Taxation of corporations and businesses under the new federal law 47 of 2022
The UAE announced a new Federal Decree Law No. 47 of 2022 concerning the taxation of corporations and businesses on Friday, 9th December 2022. This article will provide an overview of some of the key features of the Decree.
Corporate Tax Rate:
Corporate Tax shall be imposed on the Taxable Income at the following rates:
- 0% on the portion of the Taxable Income not exceeding the amount specified in a decision issued by the Cabinet at the suggestion of the Minister.
- 9% on Taxable Income that exceeds the amount specified in a decision issued by the Cabinet at the suggestion of the Minister.
- Incorporated UAE companies and companies effectively managed and controlled in the UAE.
- Individuals with non-qualifying incomes in the free zones.
- Individuals who operate a business activity in the UAE, as specified by the Cabinet decision to be issued shortly.
- Non-resident corporate individuals (i.e., foreign legal entities);
- Obtain a permanent establishment (as stipulated in Article 14 of CT Law)
- Income derived from the UAE.
- Government entities
- Those entities controlled by the government that will be specified in due course by a Cabinet decision.
- Business activities involving extraction.
- Non-extractive natural resource businesses.
- A qualified public benefit entity, as defined in Article 9 of the CT Law.
- Those that provide pensions and social security benefits to the public or the private sector.
- Investment funds that qualify under Article 10 of the CT Law.
- UAE subsidiaries wholly owned and controlled by a government entity.
- A free zone resident with a qualifying income (as per Article 18 of the CT Law).

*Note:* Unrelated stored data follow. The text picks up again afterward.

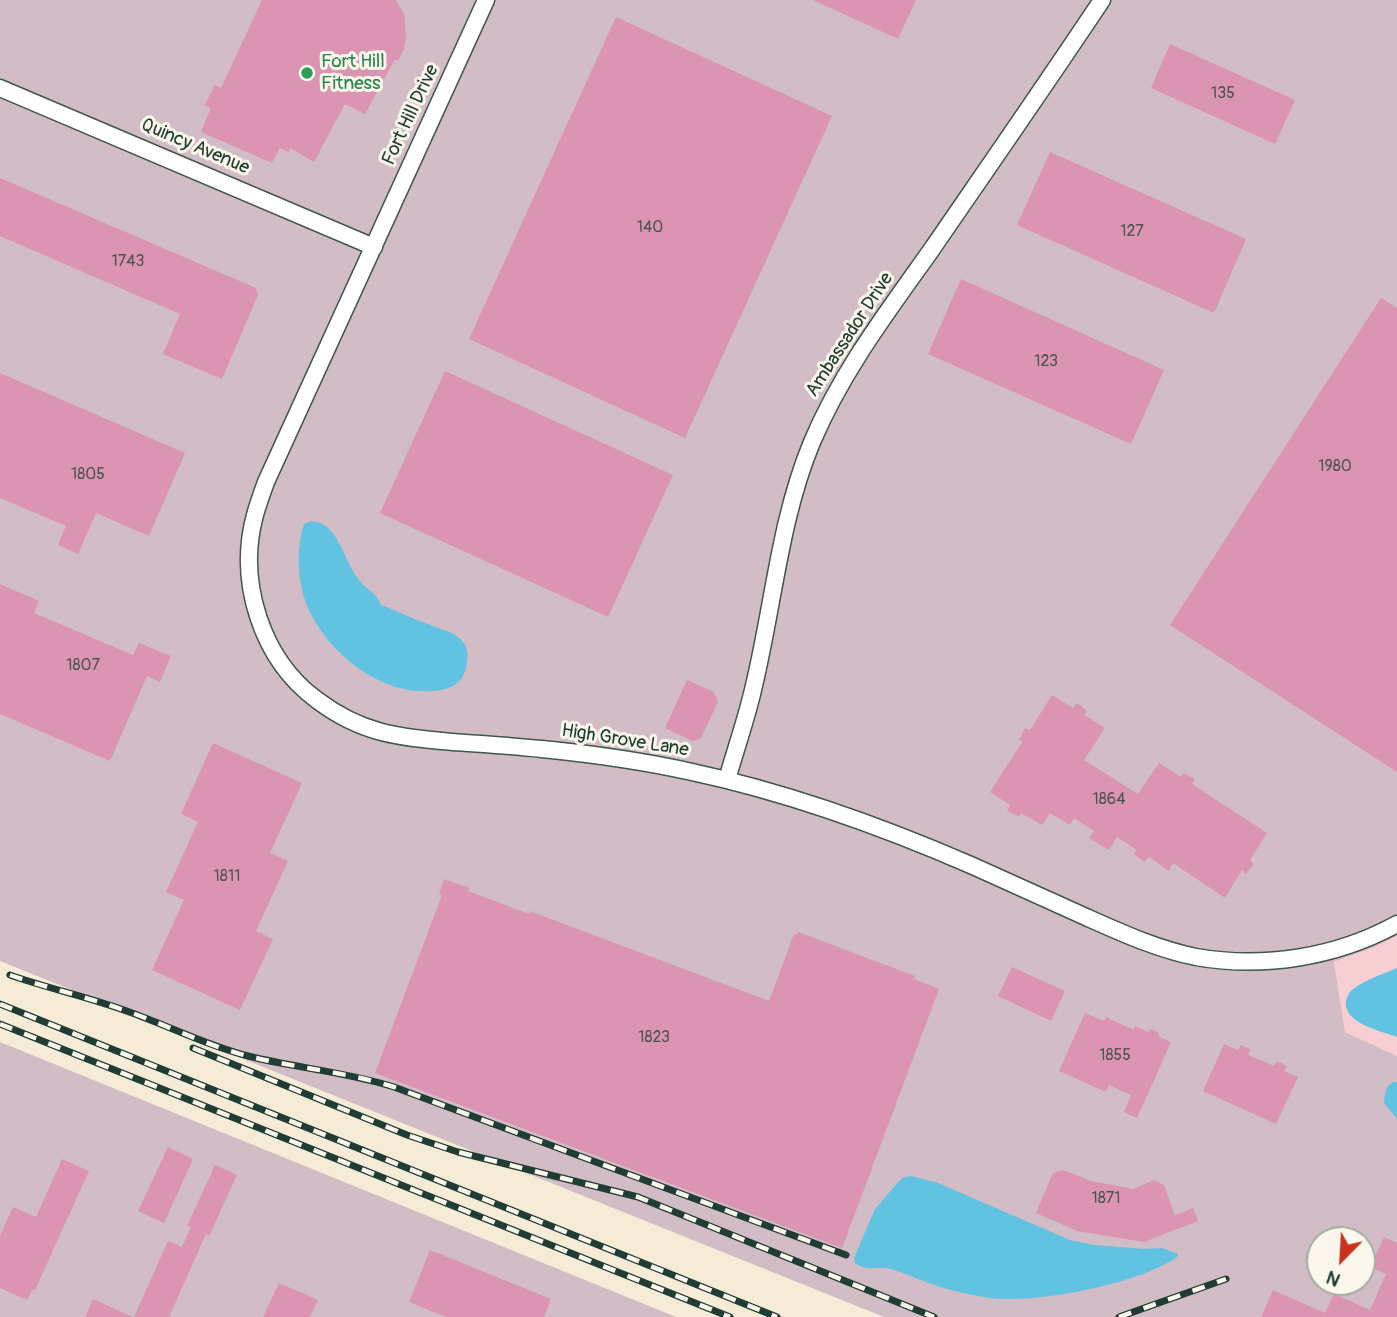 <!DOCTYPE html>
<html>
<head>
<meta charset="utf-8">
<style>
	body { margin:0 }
	#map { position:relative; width:1397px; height:1317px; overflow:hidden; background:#f5ebd6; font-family:Pangolin,sans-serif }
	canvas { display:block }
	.north { position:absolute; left:1306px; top:1226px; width:70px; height:70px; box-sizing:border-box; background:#fbf7ec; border:2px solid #a3ada2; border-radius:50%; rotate:204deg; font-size:19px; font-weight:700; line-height:28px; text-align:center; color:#1f3d34 }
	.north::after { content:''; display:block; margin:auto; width:24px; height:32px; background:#c8321e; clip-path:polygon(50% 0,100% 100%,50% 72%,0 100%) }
</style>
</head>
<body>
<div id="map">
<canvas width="1397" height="1317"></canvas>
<div class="north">N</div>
</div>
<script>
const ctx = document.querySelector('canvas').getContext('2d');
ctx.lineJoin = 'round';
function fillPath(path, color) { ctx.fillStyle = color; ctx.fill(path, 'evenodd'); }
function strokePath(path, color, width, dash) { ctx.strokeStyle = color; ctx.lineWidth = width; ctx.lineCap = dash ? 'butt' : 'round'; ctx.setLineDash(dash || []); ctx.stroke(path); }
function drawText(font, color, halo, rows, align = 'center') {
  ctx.font = font + ' Pangolin,sans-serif'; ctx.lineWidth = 6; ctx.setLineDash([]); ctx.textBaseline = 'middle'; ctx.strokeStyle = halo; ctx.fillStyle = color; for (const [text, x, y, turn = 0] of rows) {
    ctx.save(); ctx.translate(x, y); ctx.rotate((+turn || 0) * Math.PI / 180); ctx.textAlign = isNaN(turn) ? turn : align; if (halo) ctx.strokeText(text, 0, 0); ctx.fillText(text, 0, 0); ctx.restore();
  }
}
const built = new Path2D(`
	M1397 936V1056L1345 1032 1334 962 1372 948Z`);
const industrial = new Path2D(`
	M0 0H1397V936L1372 948 1334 962 1345 1032 1397 1056V1317H884L0 961ZM1320 1240H1362V1282H1320Z
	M0 1042 676 1317H0Z`);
const water = new Path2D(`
	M312 521C318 522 323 523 327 527 341 539 347 565 359 580 366 589 378 594 381 605 396 610 410 618 425 623 451 633 476 636 465 671 461 686 444 691 430 691 379 695 324 650 306 603 297 578 296 550 304 524Z
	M1397 968V1037C1381 1031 1342 1023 1346 1000 1347 997 1349 993 1351 991 1360 982 1385 973 1397 968Z
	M1394 1082H1397V1119L1384 1103C1385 1094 1385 1085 1394 1082Z
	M911 1176 938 1183 1070 1240 1094 1245 1145 1249 1162 1248 1178 1254 1177 1257C1140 1284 1029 1306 984 1297 967 1294 948 1290 932 1284 918 1280 906 1273 891 1269 877 1266 868 1272 855 1263L854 1258 875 1209 899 1181 904 1177Z`);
const building = new Path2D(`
	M262 0H396L404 14 406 38 404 49 398 61 395 59 365 114 345 104 314 162 290 148 289 152 280 148 272 163 201 132 211 108 205 105 215 85 221 88Z
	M813 0H916L898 39Z
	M616 17 832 116 685 438 469 339Z
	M1170 44 1295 100 1275 144 1151 88Z
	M1050 152 1246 239 1214 313 1017 225Z
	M0 178 256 288 258 295 222 379 163 354 180 314 0 236Z
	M961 279 1164 370 1131 444 928 354Z
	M1381 298 1397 308V772L1170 625Z
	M445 371 673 475 608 617 380 513Z
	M0 373 185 453 149 536 96 513 78 554 58 545 66 526 0 498Z
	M0 584 39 601 34 613 133 655 139 643 171 656 160 682 147 676 110 761 0 714Z
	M687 680 714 692 718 702 701 738 693 741 665 728Z
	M1052 695 1073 708 1077 703 1087 711 1084 715 1105 728 1084 760 1138 794 1159 763 1181 777 1183 773 1195 779 1192 784 1267 833 1250 860 1254 864 1246 874 1242 870 1225 898 1173 863 1169 871 1149 857 1144 862 1134 854 1137 850 1117 837 1109 850 1089 838 1094 831 1074 818 1070 825 1050 813 1042 825 1021 813 1020 817 1007 811 1010 805 990 792 1023 741 1019 740 1025 728 1030 730Z
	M213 743 302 783 270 853 288 861 256 931 273 939 240 1010 152 970 184 900 166 892 198 822 181 814Z
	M444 879 469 888 468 891 529 914 530 911 769 1001 794 934 797 935 798 932 915 976 914 979 939 989 842 1248 375 1073 442 895 439 894Z
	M1012 967 1065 991 1051 1021 998 996Z
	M1085 1013 1104 1021 1106 1017 1134 1030 1135 1026 1148 1032 1150 1029 1159 1033 1158 1036 1171 1042 1137 1118 1124 1112 1131 1095 1109 1085 1106 1092 1059 1071Z
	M1224 1044 1238 1050 1241 1045 1251 1049 1248 1055 1274 1066 1277 1061 1287 1066 1284 1071 1298 1077 1276 1124 1203 1091Z
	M168 1147 193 1159 164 1223 138 1211Z
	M62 1159 89 1171 35 1290 33 1289 27 1300 0 1288V1236L13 1207 36 1217Z
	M215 1165 237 1175 209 1236 206 1234 169 1317H134L168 1241 182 1247 191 1227 187 1226Z
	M1063 1170 1091 1181 1133 1189 1154 1180 1164 1185 1175 1215 1193 1208 1198 1221 1144 1242 1077 1231 1036 1213 1053 1173Z
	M1384 1237 1397 1243V1317H1261L1273 1290 1325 1313 1334 1294 1370 1310 1386 1274 1370 1267Z
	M430 1250 551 1299 544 1317H446L409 1302Z
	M279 1283 318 1300 310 1317H263Z
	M93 1299 133 1317H85Z`);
const minor = new Path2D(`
	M486 0 266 482C262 493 258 504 255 515 237 581 261 659 317 700 362 734 398 737 453 742 482 744 512 746 542 749 592 754 643 761 692 772 790 793 881 826 973 866 1011 883 1049 900 1086 917 1122 933 1157 949 1196 957 1264 969 1337 957 1397 924
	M0 88 374 247
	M727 780C735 751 745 723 752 694 773 610 779 521 812 442 842 371 888 311 932 249 989 166 1046 84 1102 0`);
const rail = new Path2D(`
	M10 975C50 989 92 998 132 1013 171 1027 208 1046 248 1056 296 1068 347 1072 394 1087L846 1255
	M0 1004 777 1317
	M0 1024 730 1317
	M193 1048 407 1135 458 1152 638 1197 934 1317
	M1119 1317 1226 1279`);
const markers = [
	[307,73,7,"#2e9e5b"]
];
const numberNames = [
	["135",1223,94],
	["140",650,228],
	["127",1132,232],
	["1743",128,262],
	["123",1046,362],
	["1980",1335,467],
	["1805",88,475],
	["1807",83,666],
	["1864",1109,800],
	["1811",227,877],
	["1823",654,1038],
	["1855",1115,1056],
	["1871",1106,1199]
];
const leisureNames = [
	["Fort Hill",321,62],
	["Fitness",321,84]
];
const streetNames = [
	["Fort Hill Drive",411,115,-65],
	["Quincy Avenue",195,147,23],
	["Ambassador Drive",850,335,-57],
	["High Grove Lane",625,741,9]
];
fillPath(built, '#f7cfd3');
fillPath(industrial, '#d2bdc7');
fillPath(water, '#62c2e1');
fillPath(building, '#db94b2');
strokePath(minor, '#3f574c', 19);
strokePath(minor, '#fff', 16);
strokePath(rail, '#1f3d34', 7);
strokePath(rail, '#fbf7ec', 4.5, [13]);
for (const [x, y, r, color] of markers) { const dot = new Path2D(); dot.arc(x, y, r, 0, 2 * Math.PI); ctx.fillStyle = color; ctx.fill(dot); strokePath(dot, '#fbf7ec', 2.5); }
drawText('16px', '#4e5354', null, numberNames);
drawText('19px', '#27864d', '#fbf7ec', leisureNames, 'left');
drawText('19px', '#1f3d34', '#fbf7ec', streetNames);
</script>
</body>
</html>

In determining taxable income, the following expenditures will not be considered:
- Dividends and other distributions received by residents and foreign shareholders.
- A participant’s interest income, as defined in Article 23 of CT Law.

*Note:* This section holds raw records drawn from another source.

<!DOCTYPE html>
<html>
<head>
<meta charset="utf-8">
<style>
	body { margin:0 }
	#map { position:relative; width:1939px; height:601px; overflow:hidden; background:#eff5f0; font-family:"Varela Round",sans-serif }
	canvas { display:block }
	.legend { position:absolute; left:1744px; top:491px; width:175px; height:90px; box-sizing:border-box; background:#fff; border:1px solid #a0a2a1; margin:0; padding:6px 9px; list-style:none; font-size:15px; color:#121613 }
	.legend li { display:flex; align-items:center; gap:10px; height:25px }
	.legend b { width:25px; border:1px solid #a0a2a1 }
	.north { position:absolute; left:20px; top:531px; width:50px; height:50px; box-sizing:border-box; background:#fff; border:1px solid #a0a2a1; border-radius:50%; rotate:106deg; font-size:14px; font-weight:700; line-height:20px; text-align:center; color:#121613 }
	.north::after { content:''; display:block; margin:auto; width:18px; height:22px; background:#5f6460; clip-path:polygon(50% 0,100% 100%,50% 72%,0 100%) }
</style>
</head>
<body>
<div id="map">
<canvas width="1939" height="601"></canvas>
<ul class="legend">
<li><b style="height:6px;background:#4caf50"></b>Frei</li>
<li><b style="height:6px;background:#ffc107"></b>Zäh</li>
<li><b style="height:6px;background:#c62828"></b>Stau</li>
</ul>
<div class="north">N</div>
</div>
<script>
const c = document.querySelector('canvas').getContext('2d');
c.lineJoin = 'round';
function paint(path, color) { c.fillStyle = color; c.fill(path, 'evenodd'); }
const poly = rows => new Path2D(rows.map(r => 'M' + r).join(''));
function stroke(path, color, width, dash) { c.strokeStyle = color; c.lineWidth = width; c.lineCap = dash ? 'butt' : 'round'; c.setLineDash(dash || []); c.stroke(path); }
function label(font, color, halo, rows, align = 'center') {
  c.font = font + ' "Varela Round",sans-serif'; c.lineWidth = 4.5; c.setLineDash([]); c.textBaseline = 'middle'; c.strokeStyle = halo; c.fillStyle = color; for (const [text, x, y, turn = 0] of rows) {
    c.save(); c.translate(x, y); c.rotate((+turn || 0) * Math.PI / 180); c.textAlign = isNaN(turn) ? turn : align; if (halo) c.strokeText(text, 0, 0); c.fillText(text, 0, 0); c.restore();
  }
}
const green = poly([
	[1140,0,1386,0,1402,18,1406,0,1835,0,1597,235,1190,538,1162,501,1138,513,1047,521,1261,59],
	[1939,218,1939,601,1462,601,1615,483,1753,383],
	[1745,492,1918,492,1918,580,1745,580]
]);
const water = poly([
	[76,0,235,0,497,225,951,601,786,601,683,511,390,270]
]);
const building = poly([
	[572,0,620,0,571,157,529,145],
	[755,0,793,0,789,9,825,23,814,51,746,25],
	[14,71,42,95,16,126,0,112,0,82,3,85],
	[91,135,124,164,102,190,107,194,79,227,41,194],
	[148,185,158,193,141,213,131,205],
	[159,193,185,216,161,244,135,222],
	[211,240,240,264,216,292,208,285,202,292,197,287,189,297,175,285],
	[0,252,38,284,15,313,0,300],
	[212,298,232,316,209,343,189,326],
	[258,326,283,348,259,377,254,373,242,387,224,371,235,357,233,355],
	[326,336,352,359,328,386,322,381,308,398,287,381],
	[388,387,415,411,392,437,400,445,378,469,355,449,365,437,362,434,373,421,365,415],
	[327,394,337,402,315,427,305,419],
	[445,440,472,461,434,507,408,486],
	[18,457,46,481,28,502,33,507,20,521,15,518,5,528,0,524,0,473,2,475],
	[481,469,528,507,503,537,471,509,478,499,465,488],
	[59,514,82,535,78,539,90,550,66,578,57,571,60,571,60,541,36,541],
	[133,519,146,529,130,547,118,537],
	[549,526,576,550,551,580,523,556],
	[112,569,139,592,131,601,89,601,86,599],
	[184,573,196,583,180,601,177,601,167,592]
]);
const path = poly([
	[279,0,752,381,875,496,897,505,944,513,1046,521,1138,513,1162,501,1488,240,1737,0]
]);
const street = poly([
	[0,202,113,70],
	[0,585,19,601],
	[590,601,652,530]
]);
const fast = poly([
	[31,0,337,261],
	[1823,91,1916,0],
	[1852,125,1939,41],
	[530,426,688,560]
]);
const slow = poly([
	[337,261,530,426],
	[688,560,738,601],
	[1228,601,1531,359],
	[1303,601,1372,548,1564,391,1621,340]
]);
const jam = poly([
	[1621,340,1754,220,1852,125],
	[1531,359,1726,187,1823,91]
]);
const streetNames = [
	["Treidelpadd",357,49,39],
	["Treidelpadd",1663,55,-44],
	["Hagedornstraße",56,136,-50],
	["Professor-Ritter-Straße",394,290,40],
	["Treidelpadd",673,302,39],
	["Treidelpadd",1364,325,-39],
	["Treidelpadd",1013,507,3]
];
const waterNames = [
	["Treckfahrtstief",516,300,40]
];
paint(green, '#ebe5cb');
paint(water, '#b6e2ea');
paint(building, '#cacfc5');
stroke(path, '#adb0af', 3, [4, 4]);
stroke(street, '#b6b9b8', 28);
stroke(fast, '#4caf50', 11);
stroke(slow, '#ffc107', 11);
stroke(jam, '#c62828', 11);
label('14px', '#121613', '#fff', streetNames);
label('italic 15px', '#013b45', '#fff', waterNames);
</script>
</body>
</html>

- An income from a foreign permanent establishment that meets the CT Law’s 24 conditions.
- Non-residents’ income from operating aircraft or ships that meet Article 25 of the CT Law.
Qualifying Free Zone Individuals:
Those who qualify for a free zone are subject to 0% CT based on their qualifying income.
To qualify as free zone companies, these companies must meet the conditions and requirements outlined in Article 18 of the CT Law.
- Deductible expenses include expenses incurred wholly and exclusively for business purposes;
- Among the non-deductible expenses are bribes, fines, donations to an entity not meeting the public benefit criteria, dividends and other profit distributions, and expenditures on generating CT-exempt income;
- A partial deduction of 50% of entertainment expenditures;
- Deduction of 30% of net interest expenditure (excluding certain activities) from EBITDA.
A corporate tax return must be filed and paid within nine months of the end of the financial period for each tax period.
- For each tax period, the taxable person must prepare financial statements for twelve (12) months.
- Taxable persons can change their tax periods upon application to the FTA, subject to conditions that must be met.
After the end of the tax period to which they relate, records and documents related to the CT are required to be maintained for (7) years.
Withholding Tax Rate
- Non-residents who do not have a permanent establishment in the UAE or who earn income from the UAE that is not related to their permanent establishment may be subject to withholding tax (at 0%).
- Most cross-border payments of dividends, interests, royalties, and other types of income are subject to withholding tax.
- Transactions between UAE residents are exempt from withholding tax.
- Tax groups are required to meet certain requirements and conditions under the CT Law.
- The CT Law provides that any two or more taxable persons who meet the conditions and requirements set forth in Article (40)(1) may make an application to the FTA to form a tax group. Accordingly, they are treated as a single taxable person by the parent company for corporate tax purposes.
- It is important that the parent company and its subsidiaries are UAE-resident juridical persons, have the same financial year and use the same accounting standards when preparing their financial statements.
- A tax group cannot include an exempt individual or a person who qualifies for a free zone.
Taxable Income of a Tax Group
- In order to calculate the taxable income of a tax group, a parent company must prepare a consolidated financial account for the relevant tax period that includes all subsidiaries that are members of the tax group.
- When calculating the taxable income of a tax group, all transactions between the parent company and each of its subsidiaries are excluded.
- In accordance with Article (26) of the CT Law, CT relief (no gains and no losses) is granted to business transfers within a qualifying group and to business restructurings.
- The CT Law stipulates that residents may qualify for small business relief under Article (27) of the law.
- Tax losses can be offset against taxable income in subsequent tax periods to compute taxable income.
Foreign Tax Credits
A UAE business that incurs tax on income earned outside the UAE is eligible for foreign tax credits, which cannot exceed the amount of UAE corporation income tax due on the relevant income.
Article (34) of the CT Law specifies arm’s length standards for determining transfer pricing.
In order to comply with the new CT Law, it is crucial for all UAE businesses (both onshore and in free zones) to analyze their financial records, establish whether they will be governed by the CT Law, register for corporate income tax, and receive a Corporate Tax Registration Number, if necessary.